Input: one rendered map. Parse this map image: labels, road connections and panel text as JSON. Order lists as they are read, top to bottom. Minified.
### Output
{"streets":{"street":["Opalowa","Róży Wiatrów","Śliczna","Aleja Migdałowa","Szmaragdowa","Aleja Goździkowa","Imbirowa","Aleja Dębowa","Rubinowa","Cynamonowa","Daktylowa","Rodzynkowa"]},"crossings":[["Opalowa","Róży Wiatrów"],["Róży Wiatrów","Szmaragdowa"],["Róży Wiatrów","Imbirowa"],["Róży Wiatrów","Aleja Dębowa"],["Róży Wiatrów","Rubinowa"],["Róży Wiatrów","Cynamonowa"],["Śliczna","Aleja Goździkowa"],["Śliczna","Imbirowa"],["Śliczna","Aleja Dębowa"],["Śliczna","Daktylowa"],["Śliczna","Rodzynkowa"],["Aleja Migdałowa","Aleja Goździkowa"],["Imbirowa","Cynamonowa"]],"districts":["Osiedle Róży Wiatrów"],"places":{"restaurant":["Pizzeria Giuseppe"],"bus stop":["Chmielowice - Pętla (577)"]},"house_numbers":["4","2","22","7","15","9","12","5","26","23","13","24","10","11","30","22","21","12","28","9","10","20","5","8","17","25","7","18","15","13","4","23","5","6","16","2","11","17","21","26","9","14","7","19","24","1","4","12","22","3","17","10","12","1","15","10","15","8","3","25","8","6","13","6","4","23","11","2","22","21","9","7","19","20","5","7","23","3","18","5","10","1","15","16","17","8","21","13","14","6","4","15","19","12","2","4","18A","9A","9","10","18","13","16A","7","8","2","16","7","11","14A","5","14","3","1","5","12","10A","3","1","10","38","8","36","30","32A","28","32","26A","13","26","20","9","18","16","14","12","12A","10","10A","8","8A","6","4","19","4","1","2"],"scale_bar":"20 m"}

### WORK TASK:
Return the material exactly as it stands.

### OUTPUT OF THE TASK:
Input: one rendered map. Parse this map image: labels, road connections and panel text as JSON. Order lists as they are read, top to bottom. Minified.
### Output
{"streets":{"street":["Opalowa","Róży Wiatrów","Śliczna","Aleja Migdałowa","Szmaragdowa","Aleja Goździkowa","Imbirowa","Aleja Dębowa","Rubinowa","Cynamonowa","Daktylowa","Rodzynkowa"]},"crossings":[["Opalowa","Róży Wiatrów"],["Róży Wiatrów","Szmaragdowa"],["Róży Wiatrów","Imbirowa"],["Róży Wiatrów","Aleja Dębowa"],["Róży Wiatrów","Rubinowa"],["Róży Wiatrów","Cynamonowa"],["Śliczna","Aleja Goździkowa"],["Śliczna","Imbirowa"],["Śliczna","Aleja Dębowa"],["Śliczna","Daktylowa"],["Śliczna","Rodzynkowa"],["Aleja Migdałowa","Aleja Goździkowa"],["Imbirowa","Cynamonowa"]],"districts":["Osiedle Róży Wiatrów"],"places":{"restaurant":["Pizzeria Giuseppe"],"bus stop":["Chmielowice - Pętla (577)"]},"house_numbers":["4","2","22","7","15","9","12","5","26","23","13","24","10","11","30","22","21","12","28","9","10","20","5","8","17","25","7","18","15","13","4","23","5","6","16","2","11","17","21","26","9","14","7","19","24","1","4","12","22","3","17","10","12","1","15","10","15","8","3","25","8","6","13","6","4","23","11","2","22","21","9","7","19","20","5","7","23","3","18","5","10","1","15","16","17","8","21","13","14","6","4","15","19","12","2","4","18A","9A","9","10","18","13","16A","7","8","2","16","7","11","14A","5","14","3","1","5","12","10A","3","1","10","38","8","36","30","32A","28","32","26A","13","26","20","9","18","16","14","12","12A","10","10A","8","8A","6","4","19","4","1","2"],"scale_bar":"20 m"}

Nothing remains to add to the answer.